36,935 Unread Messages

4 Steps to Regain Control over your Inbox

Occasionally I will meet someone (or work with someone) who goes through email every two or three days (or longer) and responds to conversations that are already over. They are overwhelmed with email and hate going through it. Unintentionally, this stifles good communication, projects slow down, and more meetings are necessary. Sound familiar?
Following these four steps will increase productivity, save time and save money. Oh and might keep you from hating email! Ready… Go!
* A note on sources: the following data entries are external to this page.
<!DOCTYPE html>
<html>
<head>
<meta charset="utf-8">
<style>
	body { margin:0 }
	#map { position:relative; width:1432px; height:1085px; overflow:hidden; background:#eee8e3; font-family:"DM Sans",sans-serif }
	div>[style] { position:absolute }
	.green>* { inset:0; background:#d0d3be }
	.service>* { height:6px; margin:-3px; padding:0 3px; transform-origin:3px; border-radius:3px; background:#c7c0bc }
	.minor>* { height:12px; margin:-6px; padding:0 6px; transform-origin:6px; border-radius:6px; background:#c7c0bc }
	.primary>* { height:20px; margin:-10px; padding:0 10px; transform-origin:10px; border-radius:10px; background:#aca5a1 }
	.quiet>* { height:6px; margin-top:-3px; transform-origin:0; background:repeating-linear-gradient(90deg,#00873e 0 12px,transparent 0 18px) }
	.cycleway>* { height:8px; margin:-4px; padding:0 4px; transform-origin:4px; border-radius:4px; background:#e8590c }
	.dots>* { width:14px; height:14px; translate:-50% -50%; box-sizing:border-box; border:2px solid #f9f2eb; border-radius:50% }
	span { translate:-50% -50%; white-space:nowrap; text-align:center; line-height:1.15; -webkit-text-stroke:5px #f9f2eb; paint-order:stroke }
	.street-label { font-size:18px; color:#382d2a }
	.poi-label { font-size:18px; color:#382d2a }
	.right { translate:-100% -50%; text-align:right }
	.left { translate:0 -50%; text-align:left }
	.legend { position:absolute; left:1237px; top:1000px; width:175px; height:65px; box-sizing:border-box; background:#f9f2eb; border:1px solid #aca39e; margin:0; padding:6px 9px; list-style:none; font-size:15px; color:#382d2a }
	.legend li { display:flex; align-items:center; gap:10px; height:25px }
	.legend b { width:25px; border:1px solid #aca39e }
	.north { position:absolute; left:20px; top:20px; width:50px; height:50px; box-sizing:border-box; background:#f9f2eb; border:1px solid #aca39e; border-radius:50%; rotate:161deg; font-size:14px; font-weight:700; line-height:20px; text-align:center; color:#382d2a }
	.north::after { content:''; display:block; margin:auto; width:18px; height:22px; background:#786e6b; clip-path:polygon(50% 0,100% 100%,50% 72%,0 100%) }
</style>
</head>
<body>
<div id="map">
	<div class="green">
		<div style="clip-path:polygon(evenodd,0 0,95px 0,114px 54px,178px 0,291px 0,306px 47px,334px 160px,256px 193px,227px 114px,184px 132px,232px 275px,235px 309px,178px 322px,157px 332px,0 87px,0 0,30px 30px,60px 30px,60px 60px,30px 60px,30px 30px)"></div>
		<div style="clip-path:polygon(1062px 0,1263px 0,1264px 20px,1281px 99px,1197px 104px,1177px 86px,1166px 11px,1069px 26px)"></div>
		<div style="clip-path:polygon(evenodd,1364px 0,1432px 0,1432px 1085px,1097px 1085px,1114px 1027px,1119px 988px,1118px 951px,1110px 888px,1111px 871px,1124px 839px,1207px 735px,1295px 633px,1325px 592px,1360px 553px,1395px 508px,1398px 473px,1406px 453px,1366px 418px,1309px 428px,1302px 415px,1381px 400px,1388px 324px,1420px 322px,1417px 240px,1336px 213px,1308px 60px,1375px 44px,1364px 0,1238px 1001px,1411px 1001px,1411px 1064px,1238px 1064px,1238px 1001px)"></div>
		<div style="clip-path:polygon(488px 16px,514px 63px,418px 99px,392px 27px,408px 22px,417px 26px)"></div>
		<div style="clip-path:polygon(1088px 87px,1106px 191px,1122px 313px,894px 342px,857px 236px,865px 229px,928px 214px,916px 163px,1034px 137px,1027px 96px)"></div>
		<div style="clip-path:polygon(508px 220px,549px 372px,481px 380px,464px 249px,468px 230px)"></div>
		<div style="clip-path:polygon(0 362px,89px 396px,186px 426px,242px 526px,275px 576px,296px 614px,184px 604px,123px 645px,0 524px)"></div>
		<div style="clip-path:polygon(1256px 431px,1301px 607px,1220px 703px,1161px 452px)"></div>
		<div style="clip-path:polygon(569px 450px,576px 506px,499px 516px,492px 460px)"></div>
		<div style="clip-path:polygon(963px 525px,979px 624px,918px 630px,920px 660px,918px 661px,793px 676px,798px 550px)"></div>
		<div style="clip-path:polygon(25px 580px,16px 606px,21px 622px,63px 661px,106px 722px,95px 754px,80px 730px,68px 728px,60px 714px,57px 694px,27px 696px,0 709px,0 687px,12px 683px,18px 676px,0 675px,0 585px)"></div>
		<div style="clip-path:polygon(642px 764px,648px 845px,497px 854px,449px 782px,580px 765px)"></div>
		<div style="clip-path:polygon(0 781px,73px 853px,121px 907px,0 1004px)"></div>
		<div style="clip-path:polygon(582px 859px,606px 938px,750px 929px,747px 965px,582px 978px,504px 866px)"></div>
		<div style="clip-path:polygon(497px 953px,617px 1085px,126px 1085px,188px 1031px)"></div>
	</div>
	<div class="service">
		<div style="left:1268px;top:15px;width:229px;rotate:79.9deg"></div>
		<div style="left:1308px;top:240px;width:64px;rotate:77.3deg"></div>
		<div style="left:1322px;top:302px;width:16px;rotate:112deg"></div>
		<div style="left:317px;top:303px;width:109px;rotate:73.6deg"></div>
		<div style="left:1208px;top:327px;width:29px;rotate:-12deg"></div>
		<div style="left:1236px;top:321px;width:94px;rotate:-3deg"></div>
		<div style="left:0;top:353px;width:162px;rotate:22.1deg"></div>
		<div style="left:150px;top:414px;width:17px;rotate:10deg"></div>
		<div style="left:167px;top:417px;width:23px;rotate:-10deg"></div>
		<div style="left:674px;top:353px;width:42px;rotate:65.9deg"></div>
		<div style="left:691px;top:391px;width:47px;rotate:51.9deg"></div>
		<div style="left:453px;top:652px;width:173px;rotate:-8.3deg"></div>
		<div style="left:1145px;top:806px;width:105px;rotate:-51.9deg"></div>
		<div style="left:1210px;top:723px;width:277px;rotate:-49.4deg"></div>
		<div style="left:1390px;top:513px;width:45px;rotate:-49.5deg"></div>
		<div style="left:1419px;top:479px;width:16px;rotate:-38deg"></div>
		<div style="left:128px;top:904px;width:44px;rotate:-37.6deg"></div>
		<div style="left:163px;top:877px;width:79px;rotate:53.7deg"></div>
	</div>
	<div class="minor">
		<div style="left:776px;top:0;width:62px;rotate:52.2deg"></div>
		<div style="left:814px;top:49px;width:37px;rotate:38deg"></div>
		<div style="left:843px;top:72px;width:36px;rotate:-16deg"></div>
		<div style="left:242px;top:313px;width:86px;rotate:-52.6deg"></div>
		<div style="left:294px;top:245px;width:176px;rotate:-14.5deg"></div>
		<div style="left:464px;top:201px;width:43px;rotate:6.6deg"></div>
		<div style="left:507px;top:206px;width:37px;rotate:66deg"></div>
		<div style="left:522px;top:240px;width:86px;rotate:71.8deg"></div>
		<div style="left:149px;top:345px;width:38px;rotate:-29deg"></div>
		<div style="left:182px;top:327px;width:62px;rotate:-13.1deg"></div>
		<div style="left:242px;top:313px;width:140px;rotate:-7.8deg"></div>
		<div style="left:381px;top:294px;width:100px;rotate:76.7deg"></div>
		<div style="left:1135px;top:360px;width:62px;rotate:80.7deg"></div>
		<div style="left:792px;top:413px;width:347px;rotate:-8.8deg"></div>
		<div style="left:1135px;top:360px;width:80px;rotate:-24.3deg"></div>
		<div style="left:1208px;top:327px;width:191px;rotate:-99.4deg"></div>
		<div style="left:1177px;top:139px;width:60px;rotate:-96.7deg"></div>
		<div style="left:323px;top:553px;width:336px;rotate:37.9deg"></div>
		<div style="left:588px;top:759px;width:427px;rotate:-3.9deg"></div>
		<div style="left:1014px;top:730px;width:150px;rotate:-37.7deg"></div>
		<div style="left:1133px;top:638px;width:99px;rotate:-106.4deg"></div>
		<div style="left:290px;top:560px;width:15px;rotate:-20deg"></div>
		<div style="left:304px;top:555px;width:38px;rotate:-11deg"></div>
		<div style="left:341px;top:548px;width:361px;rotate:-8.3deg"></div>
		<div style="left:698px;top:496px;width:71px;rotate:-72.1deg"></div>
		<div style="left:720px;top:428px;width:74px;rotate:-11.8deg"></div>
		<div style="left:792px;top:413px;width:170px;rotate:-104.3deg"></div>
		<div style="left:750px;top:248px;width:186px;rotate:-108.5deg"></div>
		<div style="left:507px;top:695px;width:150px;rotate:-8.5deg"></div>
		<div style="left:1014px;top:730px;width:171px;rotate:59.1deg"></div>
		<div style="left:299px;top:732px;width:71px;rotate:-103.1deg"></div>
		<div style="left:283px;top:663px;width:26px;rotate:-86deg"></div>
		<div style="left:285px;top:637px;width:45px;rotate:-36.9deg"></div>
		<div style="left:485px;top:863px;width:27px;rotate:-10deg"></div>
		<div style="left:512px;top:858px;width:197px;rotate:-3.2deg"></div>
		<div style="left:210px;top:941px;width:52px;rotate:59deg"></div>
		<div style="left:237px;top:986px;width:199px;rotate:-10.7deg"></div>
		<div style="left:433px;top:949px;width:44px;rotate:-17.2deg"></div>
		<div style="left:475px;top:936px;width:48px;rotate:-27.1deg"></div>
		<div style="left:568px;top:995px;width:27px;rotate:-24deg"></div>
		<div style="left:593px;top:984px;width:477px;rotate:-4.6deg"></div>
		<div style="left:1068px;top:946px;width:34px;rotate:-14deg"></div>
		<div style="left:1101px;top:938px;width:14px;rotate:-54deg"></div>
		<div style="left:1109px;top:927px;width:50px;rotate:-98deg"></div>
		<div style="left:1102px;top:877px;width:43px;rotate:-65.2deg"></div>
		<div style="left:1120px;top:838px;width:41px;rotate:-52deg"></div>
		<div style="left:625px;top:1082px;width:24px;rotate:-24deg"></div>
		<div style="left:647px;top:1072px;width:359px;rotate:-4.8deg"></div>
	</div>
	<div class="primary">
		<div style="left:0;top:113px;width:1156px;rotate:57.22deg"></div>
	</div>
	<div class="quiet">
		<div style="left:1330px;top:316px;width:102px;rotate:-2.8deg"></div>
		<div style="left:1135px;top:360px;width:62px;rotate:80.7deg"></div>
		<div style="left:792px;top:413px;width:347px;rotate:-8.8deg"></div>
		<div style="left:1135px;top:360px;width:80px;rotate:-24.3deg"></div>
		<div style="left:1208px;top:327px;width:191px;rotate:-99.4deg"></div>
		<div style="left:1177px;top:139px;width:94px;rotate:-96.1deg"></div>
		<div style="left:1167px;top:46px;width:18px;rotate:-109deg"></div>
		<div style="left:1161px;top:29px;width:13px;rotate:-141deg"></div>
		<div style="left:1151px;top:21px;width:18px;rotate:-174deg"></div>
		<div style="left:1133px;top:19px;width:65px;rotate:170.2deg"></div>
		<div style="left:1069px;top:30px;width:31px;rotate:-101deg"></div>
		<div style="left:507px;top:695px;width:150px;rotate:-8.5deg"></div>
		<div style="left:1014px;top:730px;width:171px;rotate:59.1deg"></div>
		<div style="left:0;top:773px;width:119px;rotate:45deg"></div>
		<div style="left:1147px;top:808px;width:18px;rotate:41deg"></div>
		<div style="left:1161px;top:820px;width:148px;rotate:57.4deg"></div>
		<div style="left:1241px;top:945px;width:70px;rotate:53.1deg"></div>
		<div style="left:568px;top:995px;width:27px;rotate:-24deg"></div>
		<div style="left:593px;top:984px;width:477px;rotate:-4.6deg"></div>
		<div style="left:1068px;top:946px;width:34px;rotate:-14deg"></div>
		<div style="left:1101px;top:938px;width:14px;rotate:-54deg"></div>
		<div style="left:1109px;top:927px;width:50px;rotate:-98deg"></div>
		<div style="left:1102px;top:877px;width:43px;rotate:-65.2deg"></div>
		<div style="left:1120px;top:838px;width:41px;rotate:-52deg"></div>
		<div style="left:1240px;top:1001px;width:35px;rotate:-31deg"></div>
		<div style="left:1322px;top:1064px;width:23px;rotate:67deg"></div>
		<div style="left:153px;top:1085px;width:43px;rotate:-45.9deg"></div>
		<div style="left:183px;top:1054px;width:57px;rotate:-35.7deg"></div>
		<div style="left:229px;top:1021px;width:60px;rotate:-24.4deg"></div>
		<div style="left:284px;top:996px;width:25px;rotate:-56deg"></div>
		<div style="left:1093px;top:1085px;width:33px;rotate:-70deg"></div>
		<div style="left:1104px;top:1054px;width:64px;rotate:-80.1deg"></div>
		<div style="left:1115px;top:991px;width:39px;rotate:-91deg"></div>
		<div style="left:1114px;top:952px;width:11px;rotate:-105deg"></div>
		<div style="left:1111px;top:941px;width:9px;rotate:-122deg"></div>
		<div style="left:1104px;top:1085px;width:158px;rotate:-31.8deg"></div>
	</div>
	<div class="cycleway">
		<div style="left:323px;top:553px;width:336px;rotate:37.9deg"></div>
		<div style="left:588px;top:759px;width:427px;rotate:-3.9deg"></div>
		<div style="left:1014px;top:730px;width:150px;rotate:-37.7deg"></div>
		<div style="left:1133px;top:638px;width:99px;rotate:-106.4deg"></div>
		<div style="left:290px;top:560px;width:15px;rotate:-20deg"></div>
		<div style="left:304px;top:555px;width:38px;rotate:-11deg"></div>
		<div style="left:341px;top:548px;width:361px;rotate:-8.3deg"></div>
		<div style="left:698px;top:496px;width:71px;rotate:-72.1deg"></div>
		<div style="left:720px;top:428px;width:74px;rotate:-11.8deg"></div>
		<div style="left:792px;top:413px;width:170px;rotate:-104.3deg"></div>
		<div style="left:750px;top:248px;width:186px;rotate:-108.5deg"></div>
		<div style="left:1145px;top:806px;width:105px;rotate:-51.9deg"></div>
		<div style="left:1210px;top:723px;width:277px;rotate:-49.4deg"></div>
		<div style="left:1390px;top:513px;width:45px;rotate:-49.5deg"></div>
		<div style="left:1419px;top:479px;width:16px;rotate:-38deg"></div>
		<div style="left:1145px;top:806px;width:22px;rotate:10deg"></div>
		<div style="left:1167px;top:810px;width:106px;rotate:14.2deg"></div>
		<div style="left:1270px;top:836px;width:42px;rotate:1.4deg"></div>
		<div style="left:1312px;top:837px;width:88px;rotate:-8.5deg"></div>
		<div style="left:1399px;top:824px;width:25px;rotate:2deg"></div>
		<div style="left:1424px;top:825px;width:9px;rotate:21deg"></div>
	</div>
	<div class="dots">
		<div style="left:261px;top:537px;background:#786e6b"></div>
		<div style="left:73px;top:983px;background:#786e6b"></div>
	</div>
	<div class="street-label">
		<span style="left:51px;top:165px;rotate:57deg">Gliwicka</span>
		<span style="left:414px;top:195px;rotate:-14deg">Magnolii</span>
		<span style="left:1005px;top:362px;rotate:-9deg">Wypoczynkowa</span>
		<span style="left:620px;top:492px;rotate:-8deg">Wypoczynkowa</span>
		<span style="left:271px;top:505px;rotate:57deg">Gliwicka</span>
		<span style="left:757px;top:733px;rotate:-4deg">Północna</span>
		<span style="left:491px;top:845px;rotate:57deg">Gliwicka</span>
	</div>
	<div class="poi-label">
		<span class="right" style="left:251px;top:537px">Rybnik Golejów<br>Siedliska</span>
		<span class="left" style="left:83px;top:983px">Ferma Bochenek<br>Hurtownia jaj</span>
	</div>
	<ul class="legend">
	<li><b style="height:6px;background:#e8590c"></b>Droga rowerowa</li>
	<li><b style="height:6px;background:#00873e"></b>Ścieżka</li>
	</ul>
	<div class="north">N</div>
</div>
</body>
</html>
  1. Create Rules or Filters to send your emails automatically into folders of your choosing.
    Never miss an important email from the boss or your spouse again! All the blogs you follow get sent directly to a folder just for blog posts. They may still remain unread (except mine of course), but your inbox is much tidier. Outlook uses what they call “Rules and Folders” and Google uses “Filters and Labels”. Same thing, different name. If you are not using these features, you probably hate checking your email! Check out this video for detailed instructions for Outlook users.

2. Find other ways to communicate with specific groups of people.
There are different reasons to communicate. Defining the reason will help you choose the method. Social media and mass email lists, texting services and apps, there are so many options it can be overwhelming. Our leadership team has chosen to use ASANA (free version) to communicate on projects, events, and daily tasks. ASANA allows us to track task assignments and keep all related emails and document file attachments connected. No more inbox searching for emails that may be related to a project just to find out later you missed the latest change. I could go on and on about pro’s and con’s regarding different methods of communication. Perhaps another post for another time.

3. Prioritize which emails are read and responded to and when you respond.
After creating rules or filters and then setting up ASANA with your team, you can begin to prioritize who you respond to and when. Honestly, I only open my email blog folder once a week and then I surf through it for topics that are relevant and if I have time I read a couple. It is not a high priority. Staff folders on the other hand are top priority and will be read and responded to almost immediately. This is different for everyone, but the idea remains the same.

4. Do it the old fashion way.
Is this a conversation you can have in person or over the phone? Then do it.